The Mistake Most People Make With Dividend Stocks
The secret to picking good dividend stocks is the same as a good marriage: low expectations.
We saw that lesson play out in October when JP Morgan Chase & Co (NYSE:JPM) posted its third-quarter results. The Wall Street bank has trailed the broader indices this year on worries of lower interest rates, a slowing U.S. economy, and a global trade war.
But JPM shares surged four percent after reporting a so-so eight-percent increase in revenues year-over-year. Profits also jumped by eight percent to $9.1 billion, or $2.68 a share. (Source: “JPMorgan Chase Reports Net Income of $9.1 Billion, or $2.68 Per Share, for the Third Quarter of 2019,” JP Morgan Chase & Co, October 15, 2019.)
Things played out very differently at Slack Technologies, Inc. (NYSE:WORK). In September, the maker of the popular workplace chat app reported that its sales grew 58% year-over-year. Slack executives also boosted their revenue guidance for the upcoming year. (Source: “Slack Announces Second Quarter Fiscal Year 2020 Financial Results,” Slack Technologies, Inc., September 4, 2019)
Yet despite the impressive quarter, Slack shares plunged 16% during the next trading day. And in the following weeks, the stock shed another 20% in value.
This causes so much confusion for stock market rookies. Why does one stock surge after growing its sales by only eight percent? But another company shoots the lights out, growing revenues more than eight times faster. Yet its shares sink after the news?
It all comes down to expectations.
The stock market always looks forward, pricing in new information. It’s not enough, therefore, for a company to deliver merely a good earnings report. They have to deliver a better earnings report than everyone else expects.
JP Morgan had a low bar to clear. Ahead of the company’s earnings report, its shares traded at just nine-times forward earnings. Analysts had also trimmed their profit estimates for the upcoming quarter. You could say Wall Street had taken the bar off the stand and left it on the ground.
So when JP Morgan executives delivered an adequate profit number, it caught a lot of people off guard. A wave of analyst upgrades kept a firm bid under JPM shares. In the following trading sessions, research houses upped their price targets to account for higher sales and profits going forward. Many mutual fund managers, embarrassed that they didn’t hold enough JP Morgan shares, started adding them to their positions.

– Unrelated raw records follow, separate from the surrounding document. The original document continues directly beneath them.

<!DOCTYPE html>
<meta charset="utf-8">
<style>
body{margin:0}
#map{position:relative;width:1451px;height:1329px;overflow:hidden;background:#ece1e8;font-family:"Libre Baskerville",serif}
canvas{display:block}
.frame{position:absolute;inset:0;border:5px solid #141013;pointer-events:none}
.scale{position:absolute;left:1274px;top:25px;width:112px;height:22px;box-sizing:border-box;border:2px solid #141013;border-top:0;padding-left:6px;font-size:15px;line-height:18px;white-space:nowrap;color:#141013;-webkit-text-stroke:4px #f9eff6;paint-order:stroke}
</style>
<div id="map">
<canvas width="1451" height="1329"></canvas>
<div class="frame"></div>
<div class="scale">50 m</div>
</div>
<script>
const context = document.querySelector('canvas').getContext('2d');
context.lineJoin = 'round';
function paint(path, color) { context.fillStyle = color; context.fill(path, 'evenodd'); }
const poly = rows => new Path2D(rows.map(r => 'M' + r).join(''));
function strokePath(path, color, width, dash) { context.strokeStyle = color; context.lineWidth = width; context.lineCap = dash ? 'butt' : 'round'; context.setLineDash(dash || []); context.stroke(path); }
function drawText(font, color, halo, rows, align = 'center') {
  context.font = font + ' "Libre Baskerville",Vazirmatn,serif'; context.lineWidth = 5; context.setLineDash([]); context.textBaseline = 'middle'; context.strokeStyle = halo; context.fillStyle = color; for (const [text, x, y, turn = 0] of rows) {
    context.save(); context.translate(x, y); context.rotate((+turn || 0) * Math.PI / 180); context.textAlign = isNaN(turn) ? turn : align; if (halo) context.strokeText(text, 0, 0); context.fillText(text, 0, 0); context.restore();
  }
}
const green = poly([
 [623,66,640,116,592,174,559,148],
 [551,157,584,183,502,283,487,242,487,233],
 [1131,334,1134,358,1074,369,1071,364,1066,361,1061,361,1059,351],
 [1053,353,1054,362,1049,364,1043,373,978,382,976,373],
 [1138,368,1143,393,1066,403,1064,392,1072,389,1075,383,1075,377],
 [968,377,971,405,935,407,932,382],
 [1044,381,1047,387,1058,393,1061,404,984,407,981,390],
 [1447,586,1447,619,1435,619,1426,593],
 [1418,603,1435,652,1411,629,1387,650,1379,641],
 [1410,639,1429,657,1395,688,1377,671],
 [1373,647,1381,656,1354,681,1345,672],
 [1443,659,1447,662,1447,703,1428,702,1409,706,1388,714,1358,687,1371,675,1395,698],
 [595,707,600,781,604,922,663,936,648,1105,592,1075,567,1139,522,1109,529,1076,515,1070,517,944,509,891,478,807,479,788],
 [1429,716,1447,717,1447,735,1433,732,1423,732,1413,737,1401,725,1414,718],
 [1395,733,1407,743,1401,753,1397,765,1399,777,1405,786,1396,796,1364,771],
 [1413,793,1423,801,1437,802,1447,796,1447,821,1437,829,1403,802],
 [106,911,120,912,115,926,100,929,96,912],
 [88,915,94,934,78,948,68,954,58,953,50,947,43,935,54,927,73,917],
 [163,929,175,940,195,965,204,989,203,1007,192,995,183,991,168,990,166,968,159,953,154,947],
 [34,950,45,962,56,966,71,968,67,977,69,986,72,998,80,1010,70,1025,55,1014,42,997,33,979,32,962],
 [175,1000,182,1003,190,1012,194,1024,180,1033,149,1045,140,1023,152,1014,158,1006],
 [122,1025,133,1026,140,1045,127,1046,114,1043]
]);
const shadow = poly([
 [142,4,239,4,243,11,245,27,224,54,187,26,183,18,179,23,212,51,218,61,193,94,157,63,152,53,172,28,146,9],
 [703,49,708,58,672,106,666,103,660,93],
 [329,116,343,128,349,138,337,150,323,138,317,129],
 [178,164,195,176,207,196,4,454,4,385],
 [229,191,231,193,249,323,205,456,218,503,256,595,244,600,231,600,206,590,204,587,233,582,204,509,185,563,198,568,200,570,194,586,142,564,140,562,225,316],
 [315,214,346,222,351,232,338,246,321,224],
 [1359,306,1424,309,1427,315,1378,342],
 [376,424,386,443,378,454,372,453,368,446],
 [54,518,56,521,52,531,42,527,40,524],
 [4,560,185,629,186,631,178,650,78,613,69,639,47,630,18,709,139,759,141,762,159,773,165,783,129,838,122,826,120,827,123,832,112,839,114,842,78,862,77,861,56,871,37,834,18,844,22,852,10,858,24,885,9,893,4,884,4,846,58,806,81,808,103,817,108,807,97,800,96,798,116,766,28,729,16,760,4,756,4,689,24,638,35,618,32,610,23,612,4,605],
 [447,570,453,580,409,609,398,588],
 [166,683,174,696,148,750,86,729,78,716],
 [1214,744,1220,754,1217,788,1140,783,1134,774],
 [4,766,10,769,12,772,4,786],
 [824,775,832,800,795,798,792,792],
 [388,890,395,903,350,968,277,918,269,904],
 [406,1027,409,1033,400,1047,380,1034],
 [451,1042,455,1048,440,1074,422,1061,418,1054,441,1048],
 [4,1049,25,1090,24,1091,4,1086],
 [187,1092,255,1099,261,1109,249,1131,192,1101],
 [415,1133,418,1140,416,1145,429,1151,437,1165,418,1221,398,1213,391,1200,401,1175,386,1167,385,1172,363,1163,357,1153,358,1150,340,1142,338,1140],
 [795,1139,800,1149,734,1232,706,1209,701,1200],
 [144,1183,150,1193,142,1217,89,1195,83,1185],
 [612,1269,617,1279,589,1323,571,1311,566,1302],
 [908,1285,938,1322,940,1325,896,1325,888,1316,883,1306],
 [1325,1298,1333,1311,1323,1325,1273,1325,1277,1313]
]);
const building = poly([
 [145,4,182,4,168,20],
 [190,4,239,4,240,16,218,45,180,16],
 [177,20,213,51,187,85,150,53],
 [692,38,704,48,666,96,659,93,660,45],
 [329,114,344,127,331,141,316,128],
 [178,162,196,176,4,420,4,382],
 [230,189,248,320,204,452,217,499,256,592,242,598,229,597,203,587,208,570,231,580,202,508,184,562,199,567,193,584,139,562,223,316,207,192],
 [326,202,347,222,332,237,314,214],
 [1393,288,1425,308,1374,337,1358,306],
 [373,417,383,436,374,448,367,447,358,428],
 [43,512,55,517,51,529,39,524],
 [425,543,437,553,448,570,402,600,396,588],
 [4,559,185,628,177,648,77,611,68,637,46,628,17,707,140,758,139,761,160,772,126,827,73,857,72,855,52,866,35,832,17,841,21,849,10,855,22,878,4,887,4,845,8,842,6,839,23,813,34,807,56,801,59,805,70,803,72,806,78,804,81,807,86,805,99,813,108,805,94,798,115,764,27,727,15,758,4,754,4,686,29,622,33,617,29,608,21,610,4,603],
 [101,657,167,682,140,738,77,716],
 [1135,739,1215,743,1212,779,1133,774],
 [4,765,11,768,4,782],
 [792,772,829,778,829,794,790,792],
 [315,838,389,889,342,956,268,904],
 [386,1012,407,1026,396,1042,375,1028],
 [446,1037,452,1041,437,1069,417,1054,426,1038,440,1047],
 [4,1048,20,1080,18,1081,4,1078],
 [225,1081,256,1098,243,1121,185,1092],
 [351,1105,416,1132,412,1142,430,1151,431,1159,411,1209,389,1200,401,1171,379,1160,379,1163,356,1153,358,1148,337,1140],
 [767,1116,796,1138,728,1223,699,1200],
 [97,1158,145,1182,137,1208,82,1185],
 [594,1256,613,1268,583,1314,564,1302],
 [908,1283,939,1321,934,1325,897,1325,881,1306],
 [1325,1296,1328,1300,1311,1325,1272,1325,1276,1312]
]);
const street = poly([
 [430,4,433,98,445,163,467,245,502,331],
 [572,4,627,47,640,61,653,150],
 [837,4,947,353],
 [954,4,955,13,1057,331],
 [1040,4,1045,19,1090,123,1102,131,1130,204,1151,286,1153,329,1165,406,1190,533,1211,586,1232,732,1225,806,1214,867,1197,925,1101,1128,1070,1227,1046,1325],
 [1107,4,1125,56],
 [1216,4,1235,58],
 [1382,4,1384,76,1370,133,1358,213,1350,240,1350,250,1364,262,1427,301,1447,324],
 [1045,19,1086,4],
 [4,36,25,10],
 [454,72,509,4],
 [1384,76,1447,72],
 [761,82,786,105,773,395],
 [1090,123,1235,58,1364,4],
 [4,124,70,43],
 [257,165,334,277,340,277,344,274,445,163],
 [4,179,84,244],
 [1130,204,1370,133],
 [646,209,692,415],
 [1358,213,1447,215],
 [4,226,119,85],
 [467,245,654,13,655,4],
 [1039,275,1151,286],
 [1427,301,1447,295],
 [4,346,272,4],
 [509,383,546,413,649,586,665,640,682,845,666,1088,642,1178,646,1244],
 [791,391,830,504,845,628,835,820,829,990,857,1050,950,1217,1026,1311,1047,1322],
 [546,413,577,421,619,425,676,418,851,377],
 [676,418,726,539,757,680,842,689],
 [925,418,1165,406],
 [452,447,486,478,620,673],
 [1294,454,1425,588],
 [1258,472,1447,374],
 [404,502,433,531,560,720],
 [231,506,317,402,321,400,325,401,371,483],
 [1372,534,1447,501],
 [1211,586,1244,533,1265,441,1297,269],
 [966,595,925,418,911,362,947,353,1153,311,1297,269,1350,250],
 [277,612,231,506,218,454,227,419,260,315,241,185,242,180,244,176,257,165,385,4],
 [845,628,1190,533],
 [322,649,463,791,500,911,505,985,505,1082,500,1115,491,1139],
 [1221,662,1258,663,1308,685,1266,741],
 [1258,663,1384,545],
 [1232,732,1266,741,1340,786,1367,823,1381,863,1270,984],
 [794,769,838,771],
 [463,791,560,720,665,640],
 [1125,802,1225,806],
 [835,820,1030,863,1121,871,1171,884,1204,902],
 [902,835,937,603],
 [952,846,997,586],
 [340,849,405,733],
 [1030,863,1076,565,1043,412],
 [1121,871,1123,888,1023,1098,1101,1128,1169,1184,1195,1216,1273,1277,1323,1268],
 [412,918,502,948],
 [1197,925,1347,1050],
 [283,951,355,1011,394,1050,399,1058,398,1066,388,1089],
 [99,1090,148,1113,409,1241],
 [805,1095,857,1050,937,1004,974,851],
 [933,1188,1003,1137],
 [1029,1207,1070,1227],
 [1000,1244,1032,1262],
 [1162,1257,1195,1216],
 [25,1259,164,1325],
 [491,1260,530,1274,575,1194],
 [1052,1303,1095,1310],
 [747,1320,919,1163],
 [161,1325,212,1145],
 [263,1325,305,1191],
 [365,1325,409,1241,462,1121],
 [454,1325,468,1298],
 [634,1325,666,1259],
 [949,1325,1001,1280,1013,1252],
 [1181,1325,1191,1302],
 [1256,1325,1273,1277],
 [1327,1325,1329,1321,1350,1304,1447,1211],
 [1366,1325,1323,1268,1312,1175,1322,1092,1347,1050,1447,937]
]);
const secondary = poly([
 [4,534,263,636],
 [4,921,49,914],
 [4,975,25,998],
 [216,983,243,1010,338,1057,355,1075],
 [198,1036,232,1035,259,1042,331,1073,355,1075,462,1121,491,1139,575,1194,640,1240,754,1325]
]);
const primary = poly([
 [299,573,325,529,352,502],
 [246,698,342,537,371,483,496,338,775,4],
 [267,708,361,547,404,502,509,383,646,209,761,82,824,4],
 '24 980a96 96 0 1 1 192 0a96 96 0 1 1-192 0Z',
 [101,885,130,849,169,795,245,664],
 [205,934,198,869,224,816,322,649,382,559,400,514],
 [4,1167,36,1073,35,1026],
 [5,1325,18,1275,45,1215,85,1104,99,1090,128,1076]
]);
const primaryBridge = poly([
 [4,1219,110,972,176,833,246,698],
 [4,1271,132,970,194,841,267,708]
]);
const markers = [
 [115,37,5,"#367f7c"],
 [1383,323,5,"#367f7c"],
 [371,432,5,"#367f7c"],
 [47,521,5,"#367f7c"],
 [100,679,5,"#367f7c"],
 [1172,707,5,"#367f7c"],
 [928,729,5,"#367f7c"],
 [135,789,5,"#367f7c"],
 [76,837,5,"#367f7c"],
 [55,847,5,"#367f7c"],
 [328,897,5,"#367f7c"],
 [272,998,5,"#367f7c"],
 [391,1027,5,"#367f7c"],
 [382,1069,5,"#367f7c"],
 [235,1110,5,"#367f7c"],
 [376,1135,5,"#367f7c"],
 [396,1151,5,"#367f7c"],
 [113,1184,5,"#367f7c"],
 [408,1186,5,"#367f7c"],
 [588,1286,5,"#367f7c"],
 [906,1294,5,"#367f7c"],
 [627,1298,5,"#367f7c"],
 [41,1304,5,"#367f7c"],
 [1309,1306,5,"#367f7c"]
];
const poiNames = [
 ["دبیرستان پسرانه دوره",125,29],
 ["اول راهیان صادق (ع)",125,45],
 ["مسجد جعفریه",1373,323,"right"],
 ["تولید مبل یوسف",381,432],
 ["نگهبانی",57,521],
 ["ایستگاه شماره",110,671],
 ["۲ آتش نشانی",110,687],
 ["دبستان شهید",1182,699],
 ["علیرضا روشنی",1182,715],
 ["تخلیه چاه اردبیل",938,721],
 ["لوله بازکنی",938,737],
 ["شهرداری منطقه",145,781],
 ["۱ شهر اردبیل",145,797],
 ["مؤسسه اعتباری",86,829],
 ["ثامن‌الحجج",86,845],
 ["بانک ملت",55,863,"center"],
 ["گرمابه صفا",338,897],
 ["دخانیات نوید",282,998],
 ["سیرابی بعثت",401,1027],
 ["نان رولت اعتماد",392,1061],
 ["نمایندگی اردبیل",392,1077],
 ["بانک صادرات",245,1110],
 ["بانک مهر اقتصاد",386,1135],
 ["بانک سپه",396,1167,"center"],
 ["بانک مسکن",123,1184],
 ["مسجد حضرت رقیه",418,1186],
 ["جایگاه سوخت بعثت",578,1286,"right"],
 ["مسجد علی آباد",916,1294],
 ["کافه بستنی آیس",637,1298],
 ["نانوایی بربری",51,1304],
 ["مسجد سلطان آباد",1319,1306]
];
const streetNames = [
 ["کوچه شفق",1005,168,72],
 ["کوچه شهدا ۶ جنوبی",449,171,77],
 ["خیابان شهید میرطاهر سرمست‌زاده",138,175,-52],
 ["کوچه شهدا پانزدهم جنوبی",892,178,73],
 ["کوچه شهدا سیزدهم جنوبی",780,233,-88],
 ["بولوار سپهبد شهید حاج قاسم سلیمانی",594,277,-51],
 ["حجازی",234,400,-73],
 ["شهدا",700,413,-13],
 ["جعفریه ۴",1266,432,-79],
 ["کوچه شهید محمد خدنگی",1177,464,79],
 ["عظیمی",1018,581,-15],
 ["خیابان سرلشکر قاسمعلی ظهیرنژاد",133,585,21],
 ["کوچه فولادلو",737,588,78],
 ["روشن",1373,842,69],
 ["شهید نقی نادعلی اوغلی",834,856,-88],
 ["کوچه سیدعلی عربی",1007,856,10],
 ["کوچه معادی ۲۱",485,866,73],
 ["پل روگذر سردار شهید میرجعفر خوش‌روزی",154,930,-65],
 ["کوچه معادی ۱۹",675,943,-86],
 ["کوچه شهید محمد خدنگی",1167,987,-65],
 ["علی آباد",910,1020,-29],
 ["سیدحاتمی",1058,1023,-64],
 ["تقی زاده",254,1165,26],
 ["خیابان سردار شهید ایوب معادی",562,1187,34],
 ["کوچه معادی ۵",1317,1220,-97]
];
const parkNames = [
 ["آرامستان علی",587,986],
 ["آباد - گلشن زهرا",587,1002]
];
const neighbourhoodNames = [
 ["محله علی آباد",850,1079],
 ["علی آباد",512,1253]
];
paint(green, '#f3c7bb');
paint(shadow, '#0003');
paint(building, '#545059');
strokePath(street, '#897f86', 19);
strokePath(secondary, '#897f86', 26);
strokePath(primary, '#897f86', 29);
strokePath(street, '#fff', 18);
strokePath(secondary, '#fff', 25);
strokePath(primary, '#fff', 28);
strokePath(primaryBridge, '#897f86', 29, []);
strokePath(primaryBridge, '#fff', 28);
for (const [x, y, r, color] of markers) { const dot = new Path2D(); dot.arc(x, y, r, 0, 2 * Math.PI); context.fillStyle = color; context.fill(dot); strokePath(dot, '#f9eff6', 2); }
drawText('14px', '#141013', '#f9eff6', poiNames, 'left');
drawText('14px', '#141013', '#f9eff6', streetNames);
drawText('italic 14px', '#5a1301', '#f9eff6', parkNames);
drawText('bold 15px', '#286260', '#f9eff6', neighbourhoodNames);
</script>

Slack, by comparison, had to clear the corporate equivalent of an Olympic gold medal pole jump. Ahead of earnings, seven analysts had rated Slack shares as “buy” or “strong buy.” Even if Slack executives blew analysts’ expectations out of the water, there wouldn’t be a lot of new investors on the sidelines to actually buy more shares. So even though the company delivered a good quarterly number, its shares had to drop.
This phenomenon, which many beginner investors don’t understand, explains why dividend stocks tend to outperform.
Just recently, I was looking over some of the best-performing names I have written about in my paid advisory, Retirement Riches: TC Energy Corporation (NYSE:TRP), Welltower Inc. (NYSE:WELL), Realty Income Corp (NYSE:O), and American Electric Power Company Inc. (NYSE:AEP).
All of these companies run dull, stodgy, businesses for which investors have set the bar low: pipelines, utilities, and senior housing. But because Wall Street has such dour expectations, it’s not difficult for these companies to beat the consensus estimate. And that, in large part, explains why dividend stocks often deliver better returns than their sexier growth stock cousins.
This doesn’t mean all growth stocks underperform. You only need to look at some of the biggest stock market winners to find plenty of exceptions to this rule. But as a group, these businesses have a tendency to disappoint.
Yes, they all have great growth prospects, but everyone already knows that. Worse, people tend to overestimate the potential of new, emerging businesses. That explains why people took such large losses on investments like cryptocurrencies or marijuana stocks.
That’s the benefit of low expectations.